I’ve played a lot of pedals in recent years. (That’s somewhat of an understatement.) Yet while I have a lot of experience with guitar pedals, I generally don’t like to assume that I possess any more expertise on the subject than any other tone-chasing guitarist; I just know what I like and what sounds good to my ears. But I have noticed that I’ve become much more discriminating over time. Perhaps I have indeed acquired a greater ability to discern good tones from bad, as subjective as we may assume good tone to be. But I’d argue that there is an objectivity to good tone versus bad, just as you might claim that there is more artistic merit to a Rembrandt painting than a 4-year-old’s doodling. Some pieces of masterfully crafted gear stand out “tonally” with their sound quality expressing a sonic detail and universal appeal that transcend the crude efforts of lesser luthiers, although the reasons why may be difficult to communicate in language.
I won’t ramble down the rabbit hole of that point. I just brought up that musing for two reasons. First, it’s because the Effectrode Blackbird seems to be an immaculate creation. Within less than 10 minutes of plugging in to this pedal, I had already crowned it as one of my personal top 5 favorite pedals, and it’s since become a staple in my own guitar rig. That’s perhaps greater than any critical praise I could give. And that’s also a big deal to me because, like I said, I’ve play a lot of pedals. The other reason is that regardless of my personal opinion, I believe that the Blackbird has objectively good qualities that set it apart from most pedals. Frankly, I find this product so good that it’s intimidating to write about as I fear that I may not be able to express its merits accurately. It’s not about writing a “convincing” article or about whether or not my words “sell” you on the idea of this product. Yes, this is a very special instrument. Yes, I think every guitarist should experience it. And it’s the seemingly esoteric and ineffable qualities of the Blackbird I fear you may not get out of this article. Even watching a demo video won’t convey what you experience when playing it for yourself. Just keep that in mind going forward.

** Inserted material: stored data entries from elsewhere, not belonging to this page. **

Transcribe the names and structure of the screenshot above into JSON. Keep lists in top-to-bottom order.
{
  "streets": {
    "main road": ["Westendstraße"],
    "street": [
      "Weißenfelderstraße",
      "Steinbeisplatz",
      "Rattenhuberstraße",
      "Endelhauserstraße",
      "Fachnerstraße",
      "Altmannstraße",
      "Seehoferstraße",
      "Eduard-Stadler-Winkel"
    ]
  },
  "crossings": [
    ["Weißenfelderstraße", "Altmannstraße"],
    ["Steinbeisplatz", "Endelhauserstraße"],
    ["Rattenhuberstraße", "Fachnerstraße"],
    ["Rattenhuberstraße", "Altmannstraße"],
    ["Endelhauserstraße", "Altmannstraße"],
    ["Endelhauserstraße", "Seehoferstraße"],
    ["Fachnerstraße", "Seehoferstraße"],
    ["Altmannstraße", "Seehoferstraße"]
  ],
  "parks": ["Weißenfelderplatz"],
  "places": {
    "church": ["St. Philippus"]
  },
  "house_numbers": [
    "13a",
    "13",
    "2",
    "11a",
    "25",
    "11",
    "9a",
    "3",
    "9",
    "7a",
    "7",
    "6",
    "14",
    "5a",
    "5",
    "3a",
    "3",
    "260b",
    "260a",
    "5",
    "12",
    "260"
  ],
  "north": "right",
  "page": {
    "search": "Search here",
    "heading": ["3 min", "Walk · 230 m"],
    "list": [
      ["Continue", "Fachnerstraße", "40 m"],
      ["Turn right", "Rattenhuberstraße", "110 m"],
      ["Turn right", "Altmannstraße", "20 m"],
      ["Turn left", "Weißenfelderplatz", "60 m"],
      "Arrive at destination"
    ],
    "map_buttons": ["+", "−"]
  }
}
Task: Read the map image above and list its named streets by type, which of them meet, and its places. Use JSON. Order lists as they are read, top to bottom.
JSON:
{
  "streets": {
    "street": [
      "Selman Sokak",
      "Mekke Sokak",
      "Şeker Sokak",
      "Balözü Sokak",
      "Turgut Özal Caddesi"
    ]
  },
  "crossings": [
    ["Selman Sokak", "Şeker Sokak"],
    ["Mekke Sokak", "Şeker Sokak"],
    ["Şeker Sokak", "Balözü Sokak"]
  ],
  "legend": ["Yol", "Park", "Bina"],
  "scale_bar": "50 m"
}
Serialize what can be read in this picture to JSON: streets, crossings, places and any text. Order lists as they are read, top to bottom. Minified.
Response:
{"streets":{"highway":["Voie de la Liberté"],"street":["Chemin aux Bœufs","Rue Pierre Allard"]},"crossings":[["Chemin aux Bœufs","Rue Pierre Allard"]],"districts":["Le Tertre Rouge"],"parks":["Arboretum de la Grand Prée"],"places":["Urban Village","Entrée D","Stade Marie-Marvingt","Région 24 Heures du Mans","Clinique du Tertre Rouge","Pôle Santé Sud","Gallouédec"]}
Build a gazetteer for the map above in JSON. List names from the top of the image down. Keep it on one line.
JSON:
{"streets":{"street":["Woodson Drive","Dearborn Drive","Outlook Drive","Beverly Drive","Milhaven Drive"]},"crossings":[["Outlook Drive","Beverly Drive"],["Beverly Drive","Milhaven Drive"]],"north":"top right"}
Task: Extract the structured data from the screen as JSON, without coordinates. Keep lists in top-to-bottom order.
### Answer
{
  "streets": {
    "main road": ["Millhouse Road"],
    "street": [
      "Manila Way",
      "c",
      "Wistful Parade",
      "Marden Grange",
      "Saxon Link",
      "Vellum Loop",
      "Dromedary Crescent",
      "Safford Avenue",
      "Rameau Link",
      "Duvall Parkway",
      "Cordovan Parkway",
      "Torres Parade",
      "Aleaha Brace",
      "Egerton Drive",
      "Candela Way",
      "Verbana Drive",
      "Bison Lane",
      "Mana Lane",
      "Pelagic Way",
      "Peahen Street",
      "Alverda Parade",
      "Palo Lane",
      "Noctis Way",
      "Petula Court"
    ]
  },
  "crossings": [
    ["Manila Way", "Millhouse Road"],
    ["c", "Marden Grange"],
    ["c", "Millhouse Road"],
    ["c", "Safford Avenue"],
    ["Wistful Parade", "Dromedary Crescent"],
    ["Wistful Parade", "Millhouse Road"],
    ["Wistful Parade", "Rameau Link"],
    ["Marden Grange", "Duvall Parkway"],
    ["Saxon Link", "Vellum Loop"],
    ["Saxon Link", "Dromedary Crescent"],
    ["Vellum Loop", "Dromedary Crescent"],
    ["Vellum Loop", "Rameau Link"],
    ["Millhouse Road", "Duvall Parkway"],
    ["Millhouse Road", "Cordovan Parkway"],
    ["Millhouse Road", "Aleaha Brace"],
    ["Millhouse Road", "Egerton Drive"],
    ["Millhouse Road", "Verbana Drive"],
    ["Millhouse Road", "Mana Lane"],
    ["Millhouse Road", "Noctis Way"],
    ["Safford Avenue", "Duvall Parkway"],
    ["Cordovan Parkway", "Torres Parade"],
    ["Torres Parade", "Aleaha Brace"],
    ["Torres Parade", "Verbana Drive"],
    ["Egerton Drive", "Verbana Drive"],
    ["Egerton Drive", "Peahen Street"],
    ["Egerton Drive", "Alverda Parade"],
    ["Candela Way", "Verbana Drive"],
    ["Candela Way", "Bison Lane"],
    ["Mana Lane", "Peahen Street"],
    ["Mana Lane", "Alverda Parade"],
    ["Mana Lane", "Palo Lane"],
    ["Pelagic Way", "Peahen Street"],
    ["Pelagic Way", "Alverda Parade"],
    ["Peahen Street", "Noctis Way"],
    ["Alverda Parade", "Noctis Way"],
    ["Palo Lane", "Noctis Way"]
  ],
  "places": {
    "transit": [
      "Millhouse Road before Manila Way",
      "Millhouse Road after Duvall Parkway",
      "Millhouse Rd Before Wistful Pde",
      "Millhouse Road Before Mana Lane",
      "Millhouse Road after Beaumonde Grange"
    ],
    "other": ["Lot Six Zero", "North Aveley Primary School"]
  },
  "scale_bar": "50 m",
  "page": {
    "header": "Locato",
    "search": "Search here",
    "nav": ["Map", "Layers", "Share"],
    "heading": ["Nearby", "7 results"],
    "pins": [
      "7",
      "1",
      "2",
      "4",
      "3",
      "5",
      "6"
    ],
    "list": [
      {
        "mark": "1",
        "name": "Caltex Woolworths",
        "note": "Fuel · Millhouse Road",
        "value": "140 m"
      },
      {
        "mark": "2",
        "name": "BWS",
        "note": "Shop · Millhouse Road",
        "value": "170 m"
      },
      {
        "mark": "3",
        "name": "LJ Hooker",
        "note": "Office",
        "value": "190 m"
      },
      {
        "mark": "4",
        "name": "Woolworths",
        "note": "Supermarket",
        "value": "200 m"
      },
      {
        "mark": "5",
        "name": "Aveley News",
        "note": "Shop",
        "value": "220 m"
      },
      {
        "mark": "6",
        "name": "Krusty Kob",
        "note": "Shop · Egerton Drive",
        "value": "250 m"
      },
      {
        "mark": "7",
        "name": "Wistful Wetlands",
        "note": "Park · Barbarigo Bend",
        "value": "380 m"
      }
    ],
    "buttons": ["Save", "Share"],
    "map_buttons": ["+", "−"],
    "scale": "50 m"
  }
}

Two Truly Independent Channels: Add multiple channels to your vintage/boutique guitar amp! The clean channel is a replica of the classic ‘Blackface’ circuit Leo Fender created from the RCA Receiving Tube Manual and is beautifully warm and glassy sounding. The overdrive channel is an improvement on the hot-rodded tube circuitry found in Dumble amps and packs a huge degree of flexibility ranging from warm and fat blues drive tones, through classic rock crunch, to harmonically-saturated sounds.
Classic Tone Stacks: Each channel has it’s own dedicated Bass, Mid and Treble controls based on the interactive tonestacks found on the ‘Blackface’ amps.
Tube Buffered Output: For connection to guitar amplifier. This output is a low impedance tube cathode follower stage with +10dBu of gain and is capable of driving long cable runs with lowest possible tone loss.
Transformer Balanced Out: For superb professional quality direct recording. Triad transformer isolated balanced output (600Ω impedance) with +6dBu gain allowing direct connection to mixing desk, PC sound capture card or power amplifier. The transformer is driven by audiophile discrete class AB transistor circuitry (the only solid-state components in the entire signal path) and imparts some additional sweetness to the guitar signal – in fact, speaker emulation often isn’t even necessary when recording direct, just a some eq and a little reverb can create incredible, full-bodied tones.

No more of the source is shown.